A radiology report needs to be sent to a research collaborator. The clinical content is what matters; the patient's medical record number is just a leak waiting to happen. Redact before forwarding.
Why MRNs need redaction
A Medical Record Number (MRN) is the unique identifier linking a document to a patient within a healthcare provider's system. Combined with a name or date, it's enough to look up the patient's full record in many systems.
Under HIPAA, MRNs are explicitly listed as one of the 18 identifiers that make health data 'Protected Health Information'. Removing them is a step toward 'de-identification' under the Safe Harbor method.
The 18 HIPAA identifiers
HIPAA's Safe Harbor method requires removal of:
- Names - Geographic subdivisions smaller than state - All dates except year - Telephone numbers - Fax numbers - Email addresses - Social Security numbers - Medical record numbers - Health plan beneficiary numbers - Account numbers - Certificate/license numbers - Vehicle identifiers - Device identifiers - URLs - IP addresses - Biometric identifiers - Full-face photographs - Any other unique identifying number or code
For a fully de-identified document, all of these need to go.
How to redact in Flint
Open the medical PDF in Flint's redaction tool. Mark each instance of the MRN, patient name, dates and other HIPAA identifiers. Flint removes the underlying text and image data.

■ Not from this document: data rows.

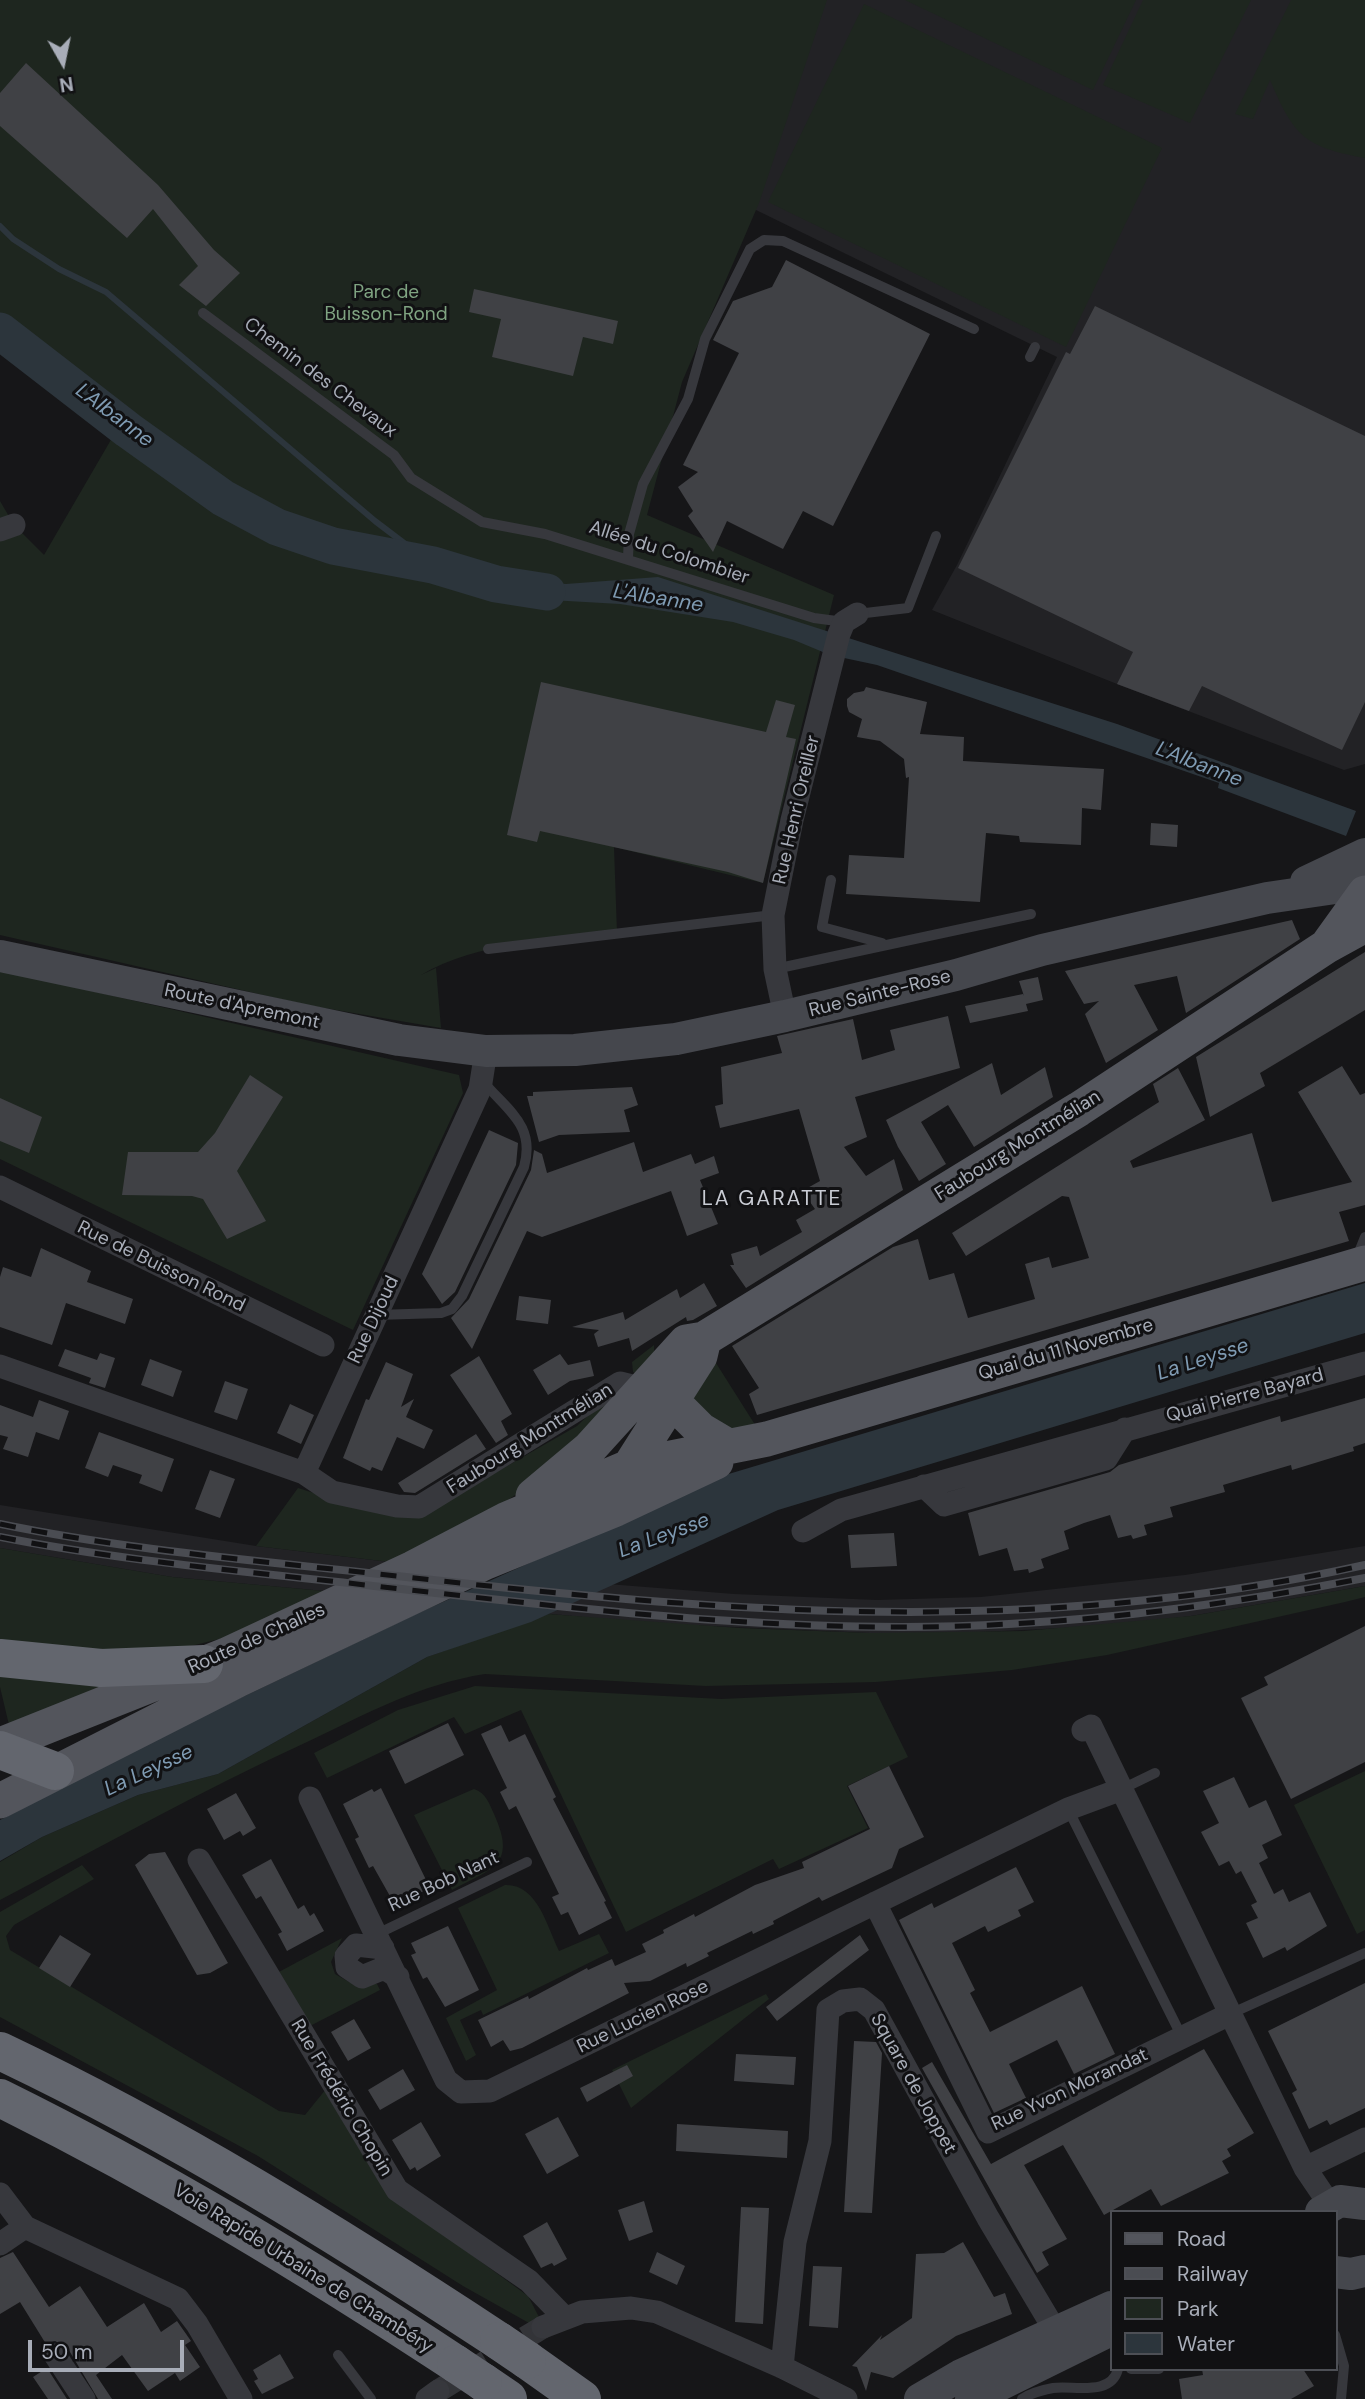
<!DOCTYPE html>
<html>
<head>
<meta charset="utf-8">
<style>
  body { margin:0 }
  #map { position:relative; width:1365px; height:2399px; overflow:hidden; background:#161618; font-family:"DM Sans",sans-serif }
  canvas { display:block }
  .legend { position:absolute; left:1110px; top:2210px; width:228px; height:161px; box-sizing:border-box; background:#111113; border:2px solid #4d4f55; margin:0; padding:9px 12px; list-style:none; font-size:21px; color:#a8adb8 }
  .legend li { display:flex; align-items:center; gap:14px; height:35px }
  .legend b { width:35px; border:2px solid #4d4f55 }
  .north { position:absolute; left:28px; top:28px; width:70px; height:70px; -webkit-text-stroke:5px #111113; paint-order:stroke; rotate:171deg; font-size:19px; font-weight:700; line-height:28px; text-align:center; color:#a8adb8 }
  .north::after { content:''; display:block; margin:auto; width:24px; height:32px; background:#a8adb8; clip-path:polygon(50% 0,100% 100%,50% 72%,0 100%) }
  .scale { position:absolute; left:28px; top:2340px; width:156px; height:32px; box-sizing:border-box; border:4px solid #a8adb8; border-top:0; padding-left:9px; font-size:21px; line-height:24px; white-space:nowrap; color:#a8adb8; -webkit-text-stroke:5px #111113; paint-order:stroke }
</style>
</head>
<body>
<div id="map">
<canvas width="1365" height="2399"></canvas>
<ul class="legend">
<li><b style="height:9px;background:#53555c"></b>Road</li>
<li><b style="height:9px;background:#4a4c52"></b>Railway</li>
<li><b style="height:19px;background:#1e261f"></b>Park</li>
<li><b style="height:19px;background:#2c353c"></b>Water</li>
</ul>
<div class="north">N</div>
<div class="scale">50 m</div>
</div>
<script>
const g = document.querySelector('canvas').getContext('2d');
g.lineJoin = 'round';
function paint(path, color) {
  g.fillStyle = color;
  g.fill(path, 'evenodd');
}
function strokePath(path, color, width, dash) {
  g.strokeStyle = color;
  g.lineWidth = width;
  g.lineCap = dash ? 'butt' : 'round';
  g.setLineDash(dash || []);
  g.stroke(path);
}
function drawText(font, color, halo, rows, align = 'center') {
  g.font = font + ' "DM Sans",sans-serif';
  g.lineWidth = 6;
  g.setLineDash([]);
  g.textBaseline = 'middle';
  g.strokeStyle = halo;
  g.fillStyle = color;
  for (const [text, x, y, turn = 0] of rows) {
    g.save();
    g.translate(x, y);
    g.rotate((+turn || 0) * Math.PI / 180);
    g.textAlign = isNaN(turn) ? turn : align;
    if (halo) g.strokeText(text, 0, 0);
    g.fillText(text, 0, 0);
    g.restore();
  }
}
paint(new Path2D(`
  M716,0H1365V764L1344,770L1117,684L932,610L957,565L1057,357L756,210L754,151Z
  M0,1505L256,1546L390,1562L335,1592L172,1577L0,1548Z
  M1365,1546V1586L1191,1616L1107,1626L958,1633H870L644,1623L531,1612L595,1583L734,1594L877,1600L981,1597L1185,1575Z`), '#222225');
paint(new Path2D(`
  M0,0H827L759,203L682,382L647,515L834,595L763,883L614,847L617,933C553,941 478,941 421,975L436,968L441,1028L307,1005L0,935V501L14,525L44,555L112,438L31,375L0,339Z
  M905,0H1136L1093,90Z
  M1143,0H1251L1190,123L1103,85Z
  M1291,0H1365V158C1304,147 1294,136 1270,80L1253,119L1235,114Z
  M864,4L1162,148L1066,347L768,202Z
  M0,970L459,1075L463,1093L353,1330L0,1159Z
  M654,1345V1358L641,1376L633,1372L632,1362Z
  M709,1352L759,1431L731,1438L693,1407L694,1375Z
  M616,1396L543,1475L497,1508L390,1562L256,1546L298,1488L352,1505L425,1513L577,1426L596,1408Z
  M0,1548L172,1577L335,1592L228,1637L153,1655L0,1644Z
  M1365,1586V1597L1345,1602L1107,1655L1012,1670L876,1682L706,1686L485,1674C420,1684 366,1714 307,1742C203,1790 102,1846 0,1900V1862L42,1837L138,1795L218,1774L427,1657L548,1614L740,1628L870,1633L1024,1631L1191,1616Z
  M0,1669L111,1683L9,1725L0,1687Z
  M475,1686L721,1699L876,1692L908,1757L847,1786L868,1828L779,1869L773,1859L626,1932L521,1710L465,1734L454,1717L327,1778L314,1753L398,1710Z
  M1365,1771V1930L1357,1934L1294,1805Z
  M474,1789C486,1793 489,1803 494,1814C517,1865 493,1868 452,1890L414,1815Z
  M82,1865L94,1879L14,1925L6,1936L10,1950L279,2111L305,2115L326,2089L388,2194L528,2296L539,2317L529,2323L463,2286L258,2156L0,2017V1912Z
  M505,1885C538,1884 547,1927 559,1951L599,1934L609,1953L483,2015L481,2010L460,2020L476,2055L466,2061L446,2018L497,1990L458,1908Z
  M342,1938L331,1962L335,1974L349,1982L377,1984L380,1990L308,2027L277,1973Z
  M766,1994L769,1999L631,2108L612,2070Z`), '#1e261f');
paint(new Path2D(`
  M658,577L1117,724L1356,811L1346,836L1218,788L1219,783L877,665L830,655L794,640L733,622L620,604L550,600L498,589L496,584L507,580L566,584Z
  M1365,1283V1333L778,1510L531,1622L427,1657L218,1774L138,1795L42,1837L0,1861V1820L159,1737L414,1615L722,1476Z`), '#2c353c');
strokePath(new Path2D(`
  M0,226L13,239L59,269L106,292L375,521L433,565`), '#2c353c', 6);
strokePath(new Path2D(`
  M0,331L128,430L223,498L277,527L333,546L433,565L496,584L547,592`), '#2c353c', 37);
paint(new Path2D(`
  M26,63L158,185L214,250L240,273L206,306L179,285L198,266L153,209L127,238L0,126V93Z
  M786,260L930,334L833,526L803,511L783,549L727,521L713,552L688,516L693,511L678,487L698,472L683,465L739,353L713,340L733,301L772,287Z
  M474,289L618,321L613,344L583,337L573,376L492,357L501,319L469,312Z
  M1095,306L1365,436V702L1342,750L1202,686L1189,711L1117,684L1133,652L958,568L1066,352L1070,354Z
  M541,682L766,732L776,700L795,705L786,737L796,739L763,883L728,872L540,831L537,842L507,835Z
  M866,687L927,702L920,734L964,737L963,761L1104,769L1101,810L1082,808L1081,845L1020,842L1019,836L986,833L980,902L846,894L849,855L904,858L909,777L906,778L904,759L880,741L857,737L862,719L849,712L847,706V699L854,693L864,691Z
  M1151,823L1178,825L1177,847L1150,845Z
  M1292,920L1300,939L1186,1013L1177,976L1134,985L1158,1030L1106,1063L1085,1014L1099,1001L1084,1004L1065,971Z
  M1365,952V1010L1260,1073L1265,1086L1210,1117L1196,1057Z
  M1038,977L1043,1000L1026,1004L1028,1011L970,1023L965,1006L1023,994L1024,996L1019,981Z
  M948,1016L960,1068L855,1097L867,1137L844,1147L866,1176L894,1159L903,1190L746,1288L730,1265H734L731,1254L757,1246L760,1256L802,1232L796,1220L815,1209L802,1191L820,1181L799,1109L720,1128L715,1106L723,1104L721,1067L782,1053L777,1036L853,1019L862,1060L895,1050L890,1030Z
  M992,1063L1001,1095L1045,1067L1053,1097L974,1147L948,1105L921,1122L946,1164L919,1181L898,1147L886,1120Z
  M1342,1066L1360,1095L1365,1093V1205L1339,1212L1349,1241L757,1415L749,1394L759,1388L732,1346L893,1247L918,1239L929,1280L954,1273L968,1318L1035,1299L1025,1264L1049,1257L1052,1268L1089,1258L1069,1197L1062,1196L966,1256L952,1233L1159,1102L1153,1084L1178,1068L1205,1120L1130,1161L1133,1168L1252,1133L1272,1202L1352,1182L1298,1092Z
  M250,1075L283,1097L237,1171L266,1221L227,1239L203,1199L192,1196L122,1195L128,1152H198L215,1133Z
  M632,1087L638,1105L624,1110L630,1132L559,1135L539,1142L527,1096H533V1092Z
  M0,1098L42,1117L29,1153L0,1141Z
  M489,1130L518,1143L516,1165L455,1292L442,1304L422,1274Z
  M634,1142L643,1172L691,1154L695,1164L714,1156L719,1173L700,1180L718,1224L687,1236L671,1191L542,1237L527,1231L472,1349L451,1318L469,1299L531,1170L534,1150L542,1154L547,1173Z
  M41,1248L91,1271L87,1282L133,1299L125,1324L66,1303L52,1345L0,1327V1277L3,1267L31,1277Z
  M704,1283L717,1306L693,1320L687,1321L686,1317L632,1351L629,1338L598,1347L594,1334L599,1330L572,1327L623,1312L625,1320L677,1289L680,1298Z
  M519,1296L551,1300L548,1324L516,1320Z
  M65,1349L97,1360L100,1353L115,1358L105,1388L89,1383L91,1378L58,1366Z
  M560,1354L568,1365L590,1360L594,1376L570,1381L548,1395L533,1370Z
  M479,1356L512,1414L501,1421L508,1435L496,1443L450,1375Z
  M150,1359L182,1371L173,1397L141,1385Z
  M386,1362L413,1374L401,1407L414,1399L406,1417L433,1430L424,1449L397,1437L382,1471L372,1467L370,1471L343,1458L366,1399L369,1400Z
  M225,1381L248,1389L237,1420L214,1412Z
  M1365,1398V1443L1353,1447L1354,1451L1292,1470L1291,1465L1223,1485L1225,1492L1170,1507L1173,1517L1144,1525L1147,1535L1133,1539L1131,1535L1118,1538L1110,1515L1084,1523L1064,1531L1069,1549L1041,1559L1044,1568L1029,1573L1028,1569L1014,1571L1007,1548L979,1556L968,1513L1110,1472L1119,1465L1280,1416L1281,1422Z
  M39,1400L69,1411L59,1440L36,1432L28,1457L3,1449L8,1437L0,1435V1405L33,1417Z
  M290,1404L314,1415L301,1444L277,1433Z
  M99,1432L174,1459L162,1492L139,1483L142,1475L113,1465L108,1477L85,1468Z
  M476,1434L486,1449L415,1493L404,1492L398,1483Z
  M210,1470L235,1479L220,1518L195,1509Z
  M894,1533L897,1566L851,1568L848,1535Z
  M1365,1626V1762L1291,1799L1241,1698L1268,1685L1264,1677Z
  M448,1723L464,1755L405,1784L389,1751Z
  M501,1725L509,1742L525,1734L556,1797L553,1799L606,1901L604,1902L612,1918L579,1935L568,1912L561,1915L552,1897L559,1894L516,1806L509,1810L500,1792L507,1788L481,1734Z
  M889,1766L924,1837L899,1849L892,1868L822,1901L819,1897L773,1921L774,1924L753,1934L752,1931L707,1953L709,1956L687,1967L686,1963L650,1981L624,1983L629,1993L522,2048L510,2051L503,2040L491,2047L478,2020L528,1996L529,1999L587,1968L588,1970L612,1959L615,1966L646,1952L642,1944L664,1933L663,1930L694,1914L695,1917L755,1885L804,1868L802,1862L870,1829L848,1786Z
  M1234,1777L1249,1808L1266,1800L1282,1835L1262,1845L1268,1858L1259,1863L1274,1894L1283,1889L1289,1902L1310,1892L1327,1926L1287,1951L1285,1947L1263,1958L1246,1923L1258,1918L1251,1905L1257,1902L1241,1871L1236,1874L1229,1861L1219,1866L1201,1832L1219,1823L1203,1791Z
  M381,1788L430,1888L395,1905L373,1866L369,1868L355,1839L359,1837L343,1804L372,1789L374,1792Z
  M236,1793L256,1828L243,1836L240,1831L224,1840L207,1809Z
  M165,1852L228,1963L210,1973L197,1975L135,1865L149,1854Z
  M271,1859L298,1909L304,1905L310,1916L314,1913L324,1931L287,1951L278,1934L282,1932L261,1896L256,1899L242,1875Z
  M1016,1867L1034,1902L1018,1910L1021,1916L988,1932L985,1926L952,1943L975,1990L970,1993L990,2032L1082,1986L1115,2054L1074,2074L1057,2040L1009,2064L1026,2098L994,2113L899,1920L932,1903L934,1908Z
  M448,1926L479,1990L445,2007L427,1977L423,1979L411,1955L416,1953L411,1943Z
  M60,1935L91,1954L70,1987L39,1968Z
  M860,1935L869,1950L777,2021L766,2007Z
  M1365,1983V2108L1330,2125L1327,2120L1309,2129L1292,2093L1297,2090L1268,2031Z
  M354,2019L371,2048L348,2061L331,2032Z
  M854,2041L876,2042L882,2053L872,2213L844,2212Z
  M1204,2049L1254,2133L1227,2149L1231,2156L1222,2161L1229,2173L1161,2206L1151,2189L1104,2215L1063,2145L1024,2165L1067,2239L1042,2252L1049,2265L1037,2273L922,2068L932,2062L991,2164Z
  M736,2054L796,2057L794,2085L734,2081Z
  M627,2065L633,2076L587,2102L580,2088Z
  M403,2069L415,2090L380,2110L368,2090Z
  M558,2117L579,2156L547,2174L525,2134Z
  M421,2122L441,2156L417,2171L415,2167L410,2170L392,2140Z
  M677,2124L788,2131L787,2158L676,2151Z
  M644,2201L653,2232L629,2241L618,2210Z
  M741,2207L769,2208L763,2324L735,2322Z
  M547,2222L567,2259L554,2266L552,2263L541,2268L523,2236Z
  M963,2242L994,2297L1005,2293L1012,2314L956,2336L893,2378L871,2372L866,2391L857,2367L852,2366L882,2335L880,2340L912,2318L916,2254L944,2253Z
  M13,2252L49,2307L80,2286L107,2327L144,2303L161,2332L177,2321L191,2341L185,2345L200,2367L180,2381L175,2373L148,2391L122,2355L96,2375L112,2399H98L67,2347L55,2341L46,2344L20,2302L0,2314V2258Z
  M657,2252L685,2266L677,2285L649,2272Z
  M813,2266L842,2267L838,2328L809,2326Z
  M280,2354L294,2378L262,2394L254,2381L258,2379L253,2370Z
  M47,2368L67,2399H48L33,2377Z
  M1202,2369H1303L1314,2386L1291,2399H1182L1179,2379L1203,2375Z`), '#404145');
strokePath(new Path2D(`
  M438,2391L543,2327`), '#333438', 23, [23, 11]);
strokePath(new Path2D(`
  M203,313L394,455L411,478L482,522L545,534L814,618L844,622
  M1030,357L1035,347
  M628,558L629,534L643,484L688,399L705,339L750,249L764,240L783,241L974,329
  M857,614L908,608L936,536
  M831,880L822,927L882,943
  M488,949L773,915
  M775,969L1031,914
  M1357,1257L1365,1237
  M376,1315L441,1313L452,1309L462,1296L524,1167C536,1124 506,1110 482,1080
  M1122,1789L1155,1773
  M1068,1809L1182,2037
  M377,1934L527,1862
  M1230,2014L1365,1953
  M1335,2335L1344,2366L1341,2399
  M338,2355L371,2399
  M1131,2369H1159
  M1022,2399C1031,2393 1042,2390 1053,2388C1073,2385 1111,2397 1118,2369`), '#37383d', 10);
strokePath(new Path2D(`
  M0,530L14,525
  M785,1016L775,969L773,915L792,820L839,634L844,622L857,614
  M0,1187L323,1345
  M0,1366L304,1473L332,1492L397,1506L419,1507L620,1383L652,1391
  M304,1473L480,1089L486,1051
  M924,1486L944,1505L1106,1459L1125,1429
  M803,1531L841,1510L1365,1363
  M1083,1730L1091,1726L1305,2168L1330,2205
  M310,1798L446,2080L461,2092L490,2091L1068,1809L1122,1789
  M199,1860L397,2190L529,2281L564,2317
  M875,1903L988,2132L1230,2014
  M383,1948L356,1945L346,1956L347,1967L362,1977L384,1968L398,1977
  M1305,2168L1365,2139
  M0,2194L25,2227
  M0,2244L25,2227L178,2299L197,2324L241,2399
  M543,2327L582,2312L631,2308L657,2312L782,2367L846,2399
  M55,2355L84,2399
  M782,2367L795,2242L820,2141L828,2010L843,2001L860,1999L874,2010L988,2218L1056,2332
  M427,2399L438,2391`), '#37383d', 23);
strokePath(new Path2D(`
  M1306,882L1365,854
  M0,956L399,1040L486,1051L575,1050L676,1039L785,1016L956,975L1042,950L1267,898L1349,886L1365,880
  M1321,2212L1340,2201L1365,2204
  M1335,2272L1351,2274L1365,2271
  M920,2399L961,2375L1111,2307
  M971,2399L1105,2333`), '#45474d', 32);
strokePath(new Path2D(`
  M1329,943L1365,893
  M671,1400L701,1430L728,1446
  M623,1477L700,1356L704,1339
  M533,1496L589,1449L686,1342L704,1339L1079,1109L1327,946L1365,925
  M0,1745L226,1655L413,1568L507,1519L631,1466L767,1439L1365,1263
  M0,1801L240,1679L486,1562L616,1509L716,1462`), '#53555c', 35);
strokePath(new Path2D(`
  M0,1658L101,1668L204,1664
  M0,1750L55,1771
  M0,2051C175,2134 338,2235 499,2341
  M0,2098C160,2177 307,2266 456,2364
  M527,2360L582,2399
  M483,2382L508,2399`), '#63666e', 38);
const rail = new Path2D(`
  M0,1524C131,1551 264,1561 397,1576C725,1613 1039,1638 1365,1565
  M0,1537C126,1562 255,1572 383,1587C590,1610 801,1636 1009,1624C1129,1618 1248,1601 1365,1578`);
strokePath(rail, '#4a4c52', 8);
strokePath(rail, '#111113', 5, [16]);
strokePath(new Path2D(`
  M499,2341L527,2360
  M456,2364L483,2382`), '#63666e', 38);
drawText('19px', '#7fa381', '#111113', [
  ["Parc de",386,293],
  ["Buisson-Rond",386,315]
]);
drawText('19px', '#a8adb8', '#111113', [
  ["Chemin des Chevaux",320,378,37],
  ["Allée du Colombier",669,553,18],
  ["Rue Henri Oreiller",797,810,-77],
  ["Rue Sainte-Rose",880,994,-14],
  ["Route d'Apremont",242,1007,12],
  ["Faubourg Montmélian",1018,1146,-32],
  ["Rue de Buisson Rond",161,1267,26],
  ["Rue Dijoud",374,1320,-65],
  ["Quai du 11 Novembre",1066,1350,-16],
  ["Quai Pierre Bayard",1245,1396,-15],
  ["Faubourg Montmélian",530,1439,-32],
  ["Route de Challes",257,1639,-24],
  ["Rue Bob Nant",444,1882,-25],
  ["Rue Lucien Rose",643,2017,-26],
  ["Square de Joppet",913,2084,61],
  ["Rue Yvon Morandat",1070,2090,-25],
  ["Rue Frédéric Chopin",341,2098,59],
  ["Voie Rapide Urbaine de Chambéry",303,2269,32]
]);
drawText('italic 21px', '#7f9bb3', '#111113', [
  ["L'Albanne",114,416,37],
  ["L'Albanne",658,599,9],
  ["L'Albanne",1199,765,21],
  ["La Leysse",1203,1360,-18],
  ["La Leysse",664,1536,-20],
  ["La Leysse",149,1771,-25]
]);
g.letterSpacing = '2px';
drawText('21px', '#c9ccd4', '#111113', [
  ["LA GARATTE",772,1199]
]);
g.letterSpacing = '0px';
</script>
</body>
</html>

For multi-page reports, redact every page. MRNs commonly appear in headers, footers and audit lines as well as the main report. Verify by select-and-copy after redacting.
Beyond redaction
For research data sharing, consider whether you need to send the document at all — could a summary or anonymised dataset serve the purpose? Where the full document is needed, combine redaction with encryption (Flint's password tool) and a secure transmission channel.
For HIPAA-covered entities, document the Safe Harbor or Expert Determination process used to de-identify. Audit trail matters as much as the redaction itself.
FAQ
Is partial redaction (last four of MRN) acceptable?
Under HIPAA Safe Harbor, no — MRN must be removed entirely. Under Expert Determination, partial may be acceptable with statistical analysis.
What about visit numbers and account numbers?
Same category — all healthcare identifiers must be removed for full de-identification.
Can I just leave the patient's first initial?
No. Initials plus other context can re-identify. Remove names entirely under Safe Harbor.
Does this apply outside the US?
GDPR, UK DPA and equivalents treat health data as special-category data. Similar principle: minimise identifiers before any sharing.
Medical PDFs need careful redaction every time. Use Flint and document your process for HIPAA defence.